Entre las alternativas propuestas, se habla también de ping-pong, bádminton (¿¿¿en un patio escolar???) y colpbol. Reconozco que he tenido que buscar qué era esto del colpbol. Leo con estupor que es “un deporte de equipo que supere las limitaciones educativas de los deportes tradicionales”, “que fomente la máxima participación posible de todos los jugadores”, “que reduzca al mínimo las diferencias individuales”, en definitiva, “un deporte que evita el incremento de las desigualdades”, que “se convierte en un agente socializador con una gran carga de beneficios socioafectivos asociados”.


Anonadado me quedo. Toda mi puñetera vida jugando al fútbol o al baloncesto, tratando de mejorar mis habilidades individuales por el bien del equipo y resulta que lo que tenía que hacer era reprimirlas, pasarle la pelota y la responsabilidad a otro. Empiezo a pensar si todo esto no consistía en una guerra contra el fútbol, sino en algo mucho más cercano al adoctrinamiento.
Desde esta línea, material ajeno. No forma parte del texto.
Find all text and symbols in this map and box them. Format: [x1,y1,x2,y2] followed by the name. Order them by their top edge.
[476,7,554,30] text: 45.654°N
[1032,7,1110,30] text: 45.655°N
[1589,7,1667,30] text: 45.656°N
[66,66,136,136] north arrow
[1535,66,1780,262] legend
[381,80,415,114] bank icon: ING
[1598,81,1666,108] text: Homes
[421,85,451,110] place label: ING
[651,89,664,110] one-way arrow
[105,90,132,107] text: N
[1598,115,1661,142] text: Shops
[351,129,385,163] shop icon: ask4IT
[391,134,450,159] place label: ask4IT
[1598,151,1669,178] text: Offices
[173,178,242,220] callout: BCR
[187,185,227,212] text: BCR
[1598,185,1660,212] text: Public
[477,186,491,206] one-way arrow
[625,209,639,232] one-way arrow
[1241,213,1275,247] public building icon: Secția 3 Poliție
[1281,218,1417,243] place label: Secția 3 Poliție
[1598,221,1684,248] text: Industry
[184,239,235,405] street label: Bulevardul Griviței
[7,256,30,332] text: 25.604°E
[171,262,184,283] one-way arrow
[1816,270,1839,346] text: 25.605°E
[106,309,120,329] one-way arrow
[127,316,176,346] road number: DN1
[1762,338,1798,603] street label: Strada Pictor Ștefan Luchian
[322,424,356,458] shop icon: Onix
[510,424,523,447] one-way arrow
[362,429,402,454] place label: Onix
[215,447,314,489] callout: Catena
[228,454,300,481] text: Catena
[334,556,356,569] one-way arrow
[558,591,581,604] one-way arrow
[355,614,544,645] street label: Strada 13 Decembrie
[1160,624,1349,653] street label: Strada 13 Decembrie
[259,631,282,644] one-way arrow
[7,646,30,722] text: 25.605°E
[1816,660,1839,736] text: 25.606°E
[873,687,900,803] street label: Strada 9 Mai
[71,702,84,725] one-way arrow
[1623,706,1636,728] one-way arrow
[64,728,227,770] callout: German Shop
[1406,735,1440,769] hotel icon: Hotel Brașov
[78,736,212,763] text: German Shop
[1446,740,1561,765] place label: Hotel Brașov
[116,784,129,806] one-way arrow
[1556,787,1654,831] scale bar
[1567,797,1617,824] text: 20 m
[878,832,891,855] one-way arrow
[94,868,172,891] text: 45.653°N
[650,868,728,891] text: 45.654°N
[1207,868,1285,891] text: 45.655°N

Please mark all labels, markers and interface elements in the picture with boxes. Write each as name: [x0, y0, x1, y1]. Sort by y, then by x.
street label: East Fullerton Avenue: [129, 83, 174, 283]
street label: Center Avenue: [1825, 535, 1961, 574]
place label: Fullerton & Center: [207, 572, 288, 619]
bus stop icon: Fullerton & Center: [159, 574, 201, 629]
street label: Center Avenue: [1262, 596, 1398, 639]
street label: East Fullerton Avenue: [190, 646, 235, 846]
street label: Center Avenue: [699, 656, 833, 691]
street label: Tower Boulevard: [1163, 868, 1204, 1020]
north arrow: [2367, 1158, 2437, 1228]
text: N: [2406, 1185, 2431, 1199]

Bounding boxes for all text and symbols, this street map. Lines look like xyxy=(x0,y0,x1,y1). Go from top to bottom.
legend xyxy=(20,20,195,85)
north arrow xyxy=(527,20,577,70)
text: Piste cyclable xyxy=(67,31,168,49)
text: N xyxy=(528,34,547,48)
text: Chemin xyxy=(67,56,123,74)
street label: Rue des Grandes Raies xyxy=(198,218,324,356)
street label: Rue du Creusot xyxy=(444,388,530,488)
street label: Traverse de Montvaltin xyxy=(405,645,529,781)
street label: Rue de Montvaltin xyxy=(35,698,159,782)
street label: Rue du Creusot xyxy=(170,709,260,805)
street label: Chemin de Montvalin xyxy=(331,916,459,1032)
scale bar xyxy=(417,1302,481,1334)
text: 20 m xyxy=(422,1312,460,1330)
Hace un par de años leí algunos artículos sobre el fútbol infantil, de chavales menores de ocho años, en el que colectivos de padres pedían que se suprimieran los marcadores porque los niños encajaban mal las derrotas. En algún foro leí a otros que proponían que los goles se celebraran conjuntamente por ambos equipos, el que había marcado y el que recibía el gol, porque los niños tenían que entender el componente lúdico del juego y celebrar cuando se alcanzaba el éxito, el gol, aunque fuera en tu propia portería. Pocas veces he leído una gilipollez tan gorda. Por supuesto que los que perdíamos nos íbamos a casa cabreados, llorando, escocidos, incómodos, rabiosos, de todo, pero aquello era un acicate más para mejorar, para progresar y hacerlo mejor en el siguiente partido. Y si exagero un poco, pero creo que no demasiado, parece que ahora hay que hacerlo todo tan plano y tan sencillo que el verdadero objetivo no es otro que coartar la decisión individual de destacar, de mejorar. De tomar la iniciativa.
Dejadme el fútbol tranquilo, coño. Y los patios repletos de futbolistas en potencia (de ambos sexos, claro).